[Saved data entries]
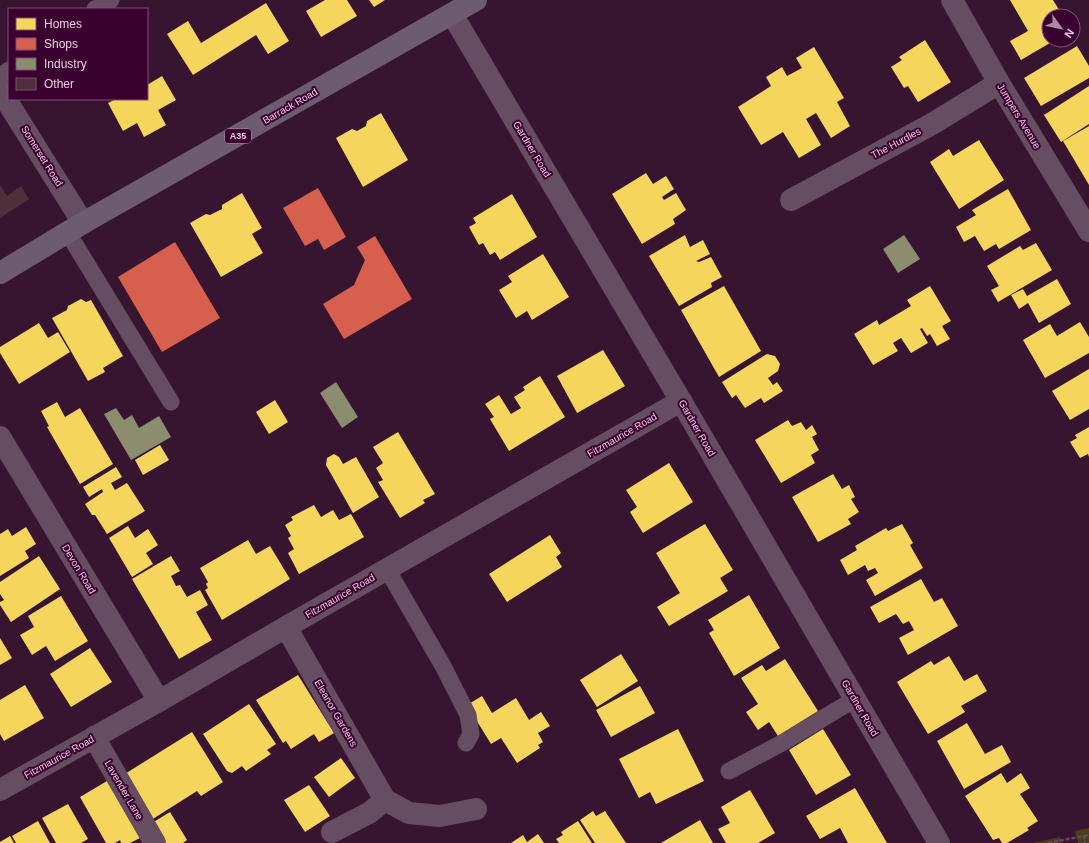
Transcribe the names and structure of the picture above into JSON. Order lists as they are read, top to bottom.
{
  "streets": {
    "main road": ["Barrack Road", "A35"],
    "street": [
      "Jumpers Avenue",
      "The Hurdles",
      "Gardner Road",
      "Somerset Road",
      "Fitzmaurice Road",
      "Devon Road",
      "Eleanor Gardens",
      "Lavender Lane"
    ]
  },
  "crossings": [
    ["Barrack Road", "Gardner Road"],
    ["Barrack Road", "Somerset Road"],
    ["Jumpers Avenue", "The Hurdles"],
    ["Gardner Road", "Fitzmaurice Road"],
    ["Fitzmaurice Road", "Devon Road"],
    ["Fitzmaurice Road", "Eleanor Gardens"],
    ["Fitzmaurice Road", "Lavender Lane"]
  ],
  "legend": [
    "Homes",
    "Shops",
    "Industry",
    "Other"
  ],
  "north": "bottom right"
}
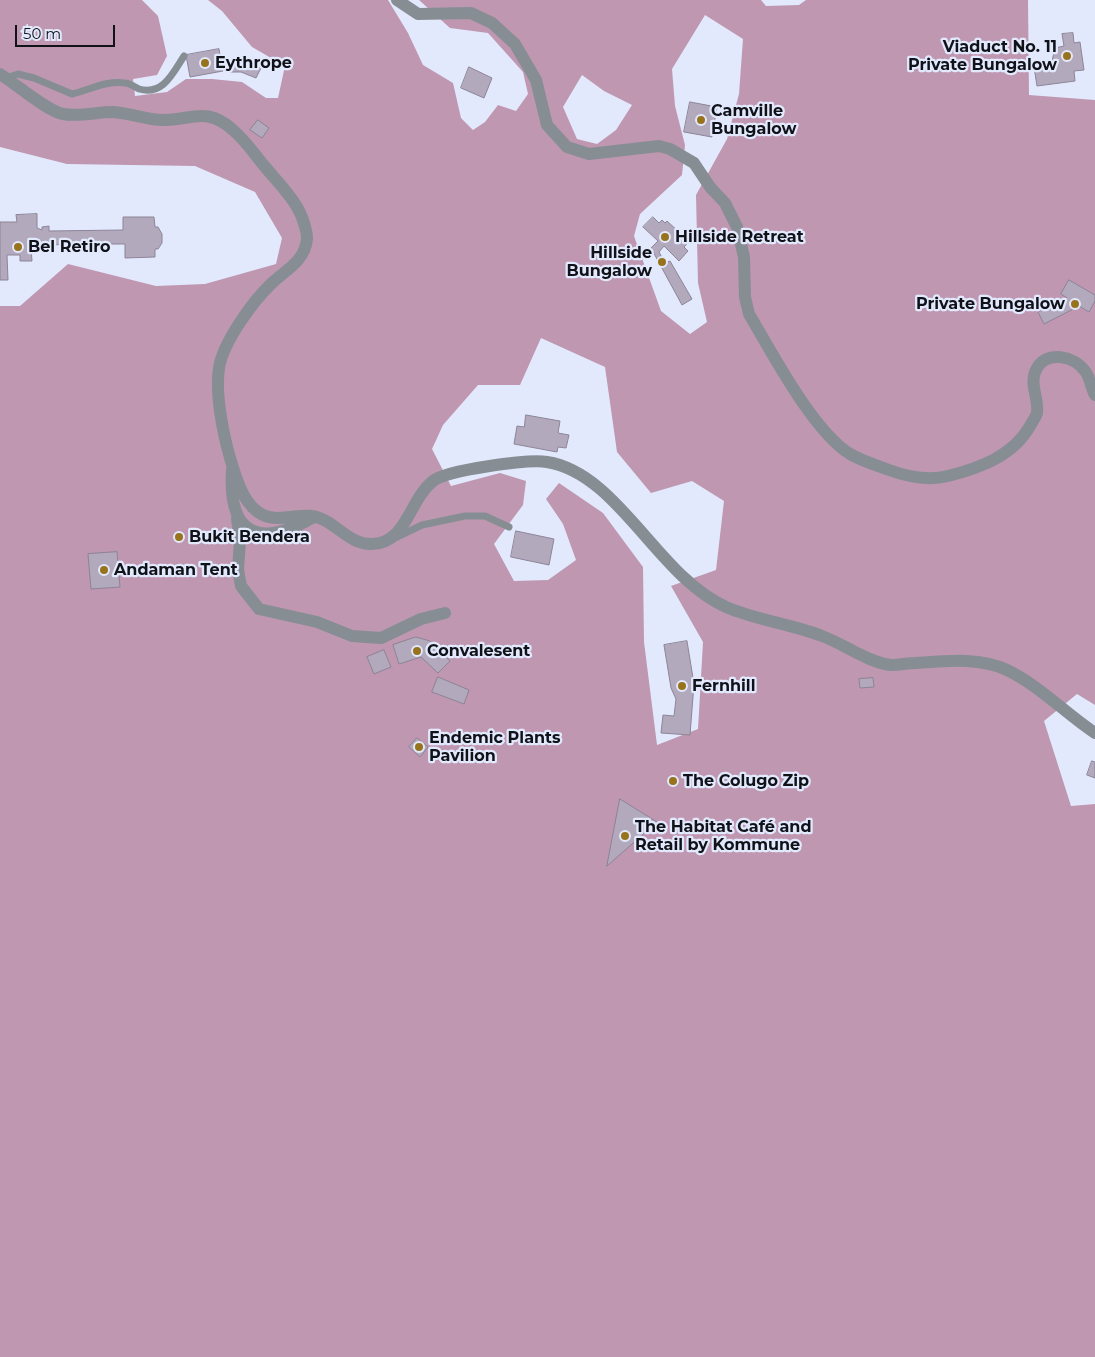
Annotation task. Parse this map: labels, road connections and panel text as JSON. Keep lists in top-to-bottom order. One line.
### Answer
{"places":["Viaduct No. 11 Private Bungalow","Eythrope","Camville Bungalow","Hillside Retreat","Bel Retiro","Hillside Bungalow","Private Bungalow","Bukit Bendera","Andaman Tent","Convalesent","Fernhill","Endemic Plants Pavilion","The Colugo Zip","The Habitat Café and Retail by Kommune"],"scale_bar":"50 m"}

### What is required:
Please make your reply exactly the lines from the one containing "Annotation task. Parse" through the end of the entries above, and nothing more.

### Answer space:
Annotation task. Parse this map: labels, road connections and panel text as JSON. Keep lists in top-to-bottom order. One line.
### Answer
{"places":["Viaduct No. 11 Private Bungalow","Eythrope","Camville Bungalow","Hillside Retreat","Bel Retiro","Hillside Bungalow","Private Bungalow","Bukit Bendera","Andaman Tent","Convalesent","Fernhill","Endemic Plants Pavilion","The Colugo Zip","The Habitat Café and Retail by Kommune"],"scale_bar":"50 m"}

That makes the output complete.